Sodium methoxide is a strong base and nucleophile. What would be the product of an S,2 reaction of sodium methoxide and ethyl iodide? Write a chemical reaction with organic structures.
The Correct Answer and Explanation is :
In an (S_N2) reaction between sodium methoxide (NaOCH₃) and ethyl iodide (C₂H₅I), the product will be methanol (CH₃OH) and ethyl methoxide (C₂H₅OCH₃).
Chemical Reaction:
[
\text{C}_2\text{H}_5\text{I} + \text{CH}_3\text{O}^-\text{Na} \rightarrow \text{C}_2\text{H}_5\text{OCH}_3 + \text{I}^-
]
Explanation:
An (S_N2) (bimolecular nucleophilic substitution) reaction involves the following steps:
- Nucleophilic Attack: Sodium methoxide (CH₃O⁻), which is a strong nucleophile, attacks the carbon attached to the iodine in ethyl iodide (C₂H₅I). The carbon in C₂H₅I is electrophilic due to the polar nature of the C-I bond, with the iodine being a good leaving group. The nucleophilic methoxide ion (CH₃O⁻) uses its lone pair of electrons to form a new bond with the carbon atom.

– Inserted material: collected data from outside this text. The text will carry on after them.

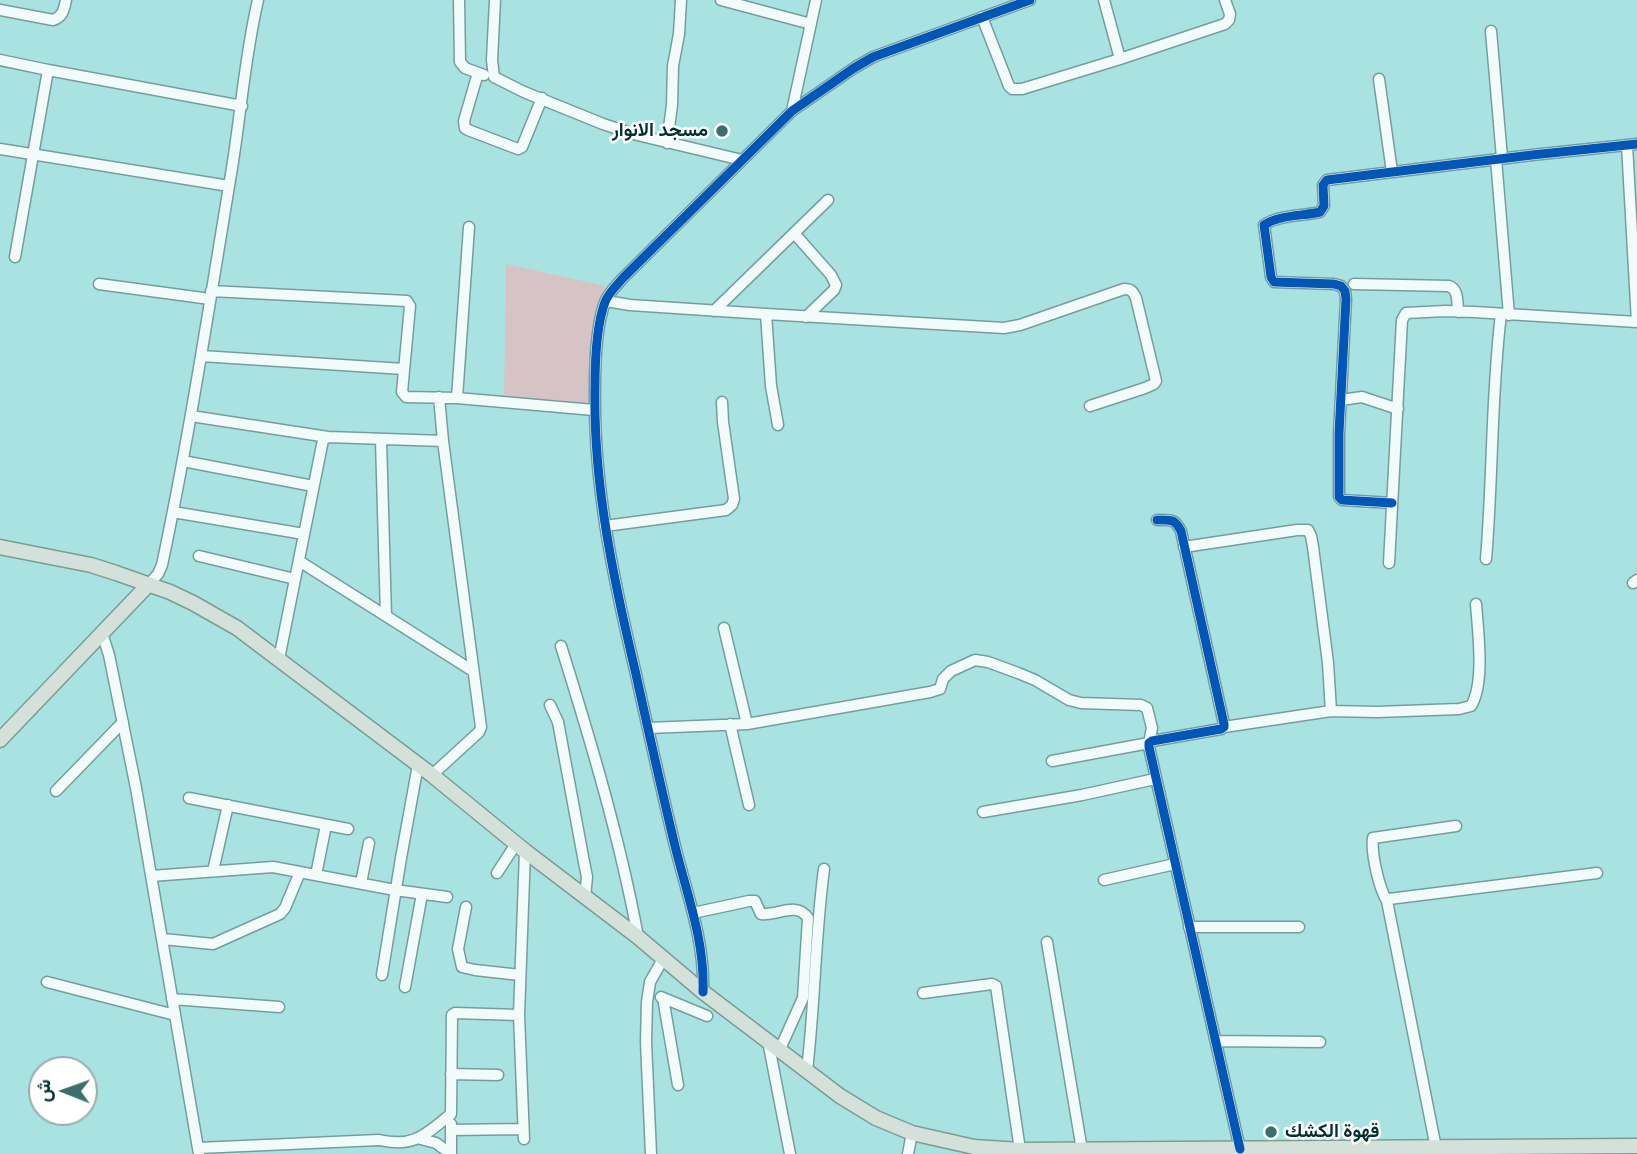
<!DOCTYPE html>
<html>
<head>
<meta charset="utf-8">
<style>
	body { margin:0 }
	#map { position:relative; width:1637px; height:1154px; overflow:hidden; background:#a9e3e1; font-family:"Roboto Condensed",Vazirmatn,sans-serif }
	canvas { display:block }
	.north { position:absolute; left:28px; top:1056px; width:70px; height:70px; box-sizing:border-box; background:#fff; border:2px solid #99adac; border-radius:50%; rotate:271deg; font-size:19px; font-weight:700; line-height:28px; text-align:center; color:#003130 }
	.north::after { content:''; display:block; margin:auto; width:24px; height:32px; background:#3b6f6e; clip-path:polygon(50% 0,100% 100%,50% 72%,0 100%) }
</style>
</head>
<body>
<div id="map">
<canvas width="1637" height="1154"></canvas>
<div class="north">ش</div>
</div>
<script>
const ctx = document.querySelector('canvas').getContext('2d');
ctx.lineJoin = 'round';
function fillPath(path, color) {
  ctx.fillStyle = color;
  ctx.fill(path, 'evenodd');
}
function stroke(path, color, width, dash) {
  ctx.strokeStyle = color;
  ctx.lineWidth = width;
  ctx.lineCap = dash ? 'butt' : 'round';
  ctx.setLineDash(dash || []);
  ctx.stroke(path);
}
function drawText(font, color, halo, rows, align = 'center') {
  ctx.font = font + ' "Roboto Condensed",Vazirmatn,sans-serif';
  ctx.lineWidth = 5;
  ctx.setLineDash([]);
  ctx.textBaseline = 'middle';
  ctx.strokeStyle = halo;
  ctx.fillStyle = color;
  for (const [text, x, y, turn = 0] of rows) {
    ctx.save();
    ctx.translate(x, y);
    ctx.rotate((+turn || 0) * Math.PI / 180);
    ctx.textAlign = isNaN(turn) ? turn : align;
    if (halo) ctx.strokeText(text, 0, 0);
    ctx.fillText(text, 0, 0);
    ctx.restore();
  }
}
const green = new Path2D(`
	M506,264L605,286L595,311L589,403L504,397Z`);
const minor = new Path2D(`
	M459,0L460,62L465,68L484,75
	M495,0L492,60L494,77L524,92L603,124L633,134L742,160
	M721,0L811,24
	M1104,0L1120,59
	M0,10L53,20C63,17 64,9 66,0
	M982,17L1009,86L1012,89H1022L1120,59L1225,24L1229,20L1230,14L1225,0
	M1491,31L1502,158
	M0,60L48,70
	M478,73L464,121L465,128L468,130L518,149L522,147L542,98
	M1379,79L1392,172
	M792,111L816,0
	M667,143L672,105L673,66L679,34L681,0
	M1627,145L1637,322
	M0,149L229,186
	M1496,159L1509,315
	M469,227L457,398L594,410
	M794,233L831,275L836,285L834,290L806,317
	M15,257L48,70L242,106
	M99,284L210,299
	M1354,284L1449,286C1459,290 1457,302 1458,312
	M211,291L407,301L410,306L402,392L406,397L457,398
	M606,301L630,305L766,314L1004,328L1020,325L1124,289C1132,289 1133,292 1136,298L1156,381L1154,384L1145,388L1090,406
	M714,311L828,200
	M766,314L771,386L778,425
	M201,356L404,369
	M439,397L443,441
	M1341,400L1362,397L1398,409
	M191,416L328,437
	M381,440L386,616
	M183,461L313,486
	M1392,503L1342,500L1339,497V433L1346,299L1345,291L1341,286L1334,284L1274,282L1271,277L1264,225C1278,215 1303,216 1320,212L1324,206L1323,185L1327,180L1532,155L1637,144
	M173,512L304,534
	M1157,520C1171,520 1174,518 1181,531L1224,724V727L1221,729L1152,741L1149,743V747L1240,1149
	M605,526L726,510L732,505L734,499L723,422L722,402
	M1184,547L1297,530H1308L1311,536L1313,547L1328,663L1331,711
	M199,556L295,579
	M1486,559C1493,477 1491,395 1501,314
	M299,561L473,671
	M1389,563L1402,320L1406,313L1445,311L1474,312L1637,322
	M1633,583L1637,580
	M149,584L158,574L162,565C190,433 210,300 232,168C241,112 245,55 258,0
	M724,628L747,724
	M102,633L109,655L136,788L199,1154
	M561,646C591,742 620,839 638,937
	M279,659L323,440L328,437L443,441L481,727L479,732L432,775
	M550,705L558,722L584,862L587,877L585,897
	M730,724L749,805
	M1224,727L1331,711L1377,712L1459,709L1471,706C1485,683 1478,631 1476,604
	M648,728L747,724L930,692L940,689L943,679L951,671L975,660L988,662L1018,673L1035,680L1069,700L1081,703L1141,705L1147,708L1152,728L1149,743L1052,761
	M56,791L123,722
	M189,798L348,829
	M983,812L1082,795L1155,779
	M213,871L228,805
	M497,873L516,844
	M316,875L326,825
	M151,876L273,867L395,890L447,897
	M1104,880L1175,864
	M361,883L369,843
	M1387,901C1379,888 1371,854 1373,838L1456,826
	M466,907L458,949L462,967L475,970L520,975
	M693,913L749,901H755L761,914C778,916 796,901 808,918L803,998L780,1049
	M1189,927H1299
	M163,939L213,944L280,914L285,908L300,872
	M1047,942L1082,1150
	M382,975L401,858L418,765
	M47,982L175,1015
	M405,987L422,894
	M703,992C705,941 687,895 675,846C661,788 648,729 635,670C613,577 593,483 595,387C595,361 596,326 605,302C609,292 617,285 624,277L792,111L854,68L873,57L1030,0
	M923,993L992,984L996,986L1020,1150
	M661,997L707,1016
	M663,998L678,1085
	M172,999L279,1007
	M519,1015L524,1139
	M768,1041L790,1154
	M1216,1041L1320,1042
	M807,1070C815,1003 815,936 824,869
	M451,1074L498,1075
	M451,1124V1153
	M451,1130L523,1129
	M417,1138L436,1143L451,1154
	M198,1148L379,1140C414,1148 425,1135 451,1114L452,1015L455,1013L519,1015L525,851
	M1436,1148L1387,901L1389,899L1597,873
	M651,1154L646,1042L647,1002L650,982L663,959
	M908,1154L912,1133`);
const major = new Path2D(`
	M0,547L91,565L116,573L170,592L193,603L237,628L432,775L525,851L638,937L703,992L840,1096L876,1118L912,1133L974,1147L1020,1150L1637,1146
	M0,740L149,584`);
const cycleway = new Path2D(`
	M1392,503L1342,500L1339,497V433L1346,299L1345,291L1341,286L1334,284L1274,282L1271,277L1264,225C1278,215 1303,216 1320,212L1324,206L1323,185L1327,180L1532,155L1637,144
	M1157,520C1171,520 1174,518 1181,531L1224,724V727L1221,729L1152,741L1149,743V747L1240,1149
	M703,992C705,941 687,895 675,846C661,788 648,729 635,670C613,577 593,483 595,387C595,361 596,326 605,302C609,292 617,285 624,277L792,111L854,68L873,57L1030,0`);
const markers = [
	[722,131,7,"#3b6f6e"],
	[1271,1132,7,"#3b6f6e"]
];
const poiNames = [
	["مسجد الانوار",708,131],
	["قهوة الكشك",1285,1132,"left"]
];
fillPath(green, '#d6c3c6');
stroke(minor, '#749e9d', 13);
stroke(major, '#7a9d92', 17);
stroke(minor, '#f2fbfa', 10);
stroke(major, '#d4e0da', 14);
stroke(cycleway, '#0057b8', 9);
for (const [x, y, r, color] of markers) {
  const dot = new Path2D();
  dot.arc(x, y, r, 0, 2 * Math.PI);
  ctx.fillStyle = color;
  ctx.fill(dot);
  stroke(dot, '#fff', 2.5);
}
drawText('bold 19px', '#003130', '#fff', poiNames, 'right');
</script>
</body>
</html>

- Transition State: The reaction proceeds through a transition state in which the bond between carbon and iodine is partially broken, and the bond between carbon and methoxide is partially formed. This is characteristic of the (S_N2) mechanism, which involves a backside attack by the nucleophile (the methoxide ion).
- Inversion of Configuration: Since the attack occurs from the opposite side of the leaving group, the stereochemistry of the carbon center in ethyl iodide undergoes inversion. However, in this case, the carbon is not chiral, so this inversion is not important for the overall outcome.
- Leaving Group Departure: The iodine ion (I⁻), a good leaving group, departs once the new bond is fully formed, leaving behind ethyl methoxide (C₂H₅OCH₃) as the main product.
Thus, the reaction produces ethyl methoxide (C₂H₅OCH₃) and iodide ion (I⁻), with methanol (CH₃OH) being released due to the involvement of sodium methoxide.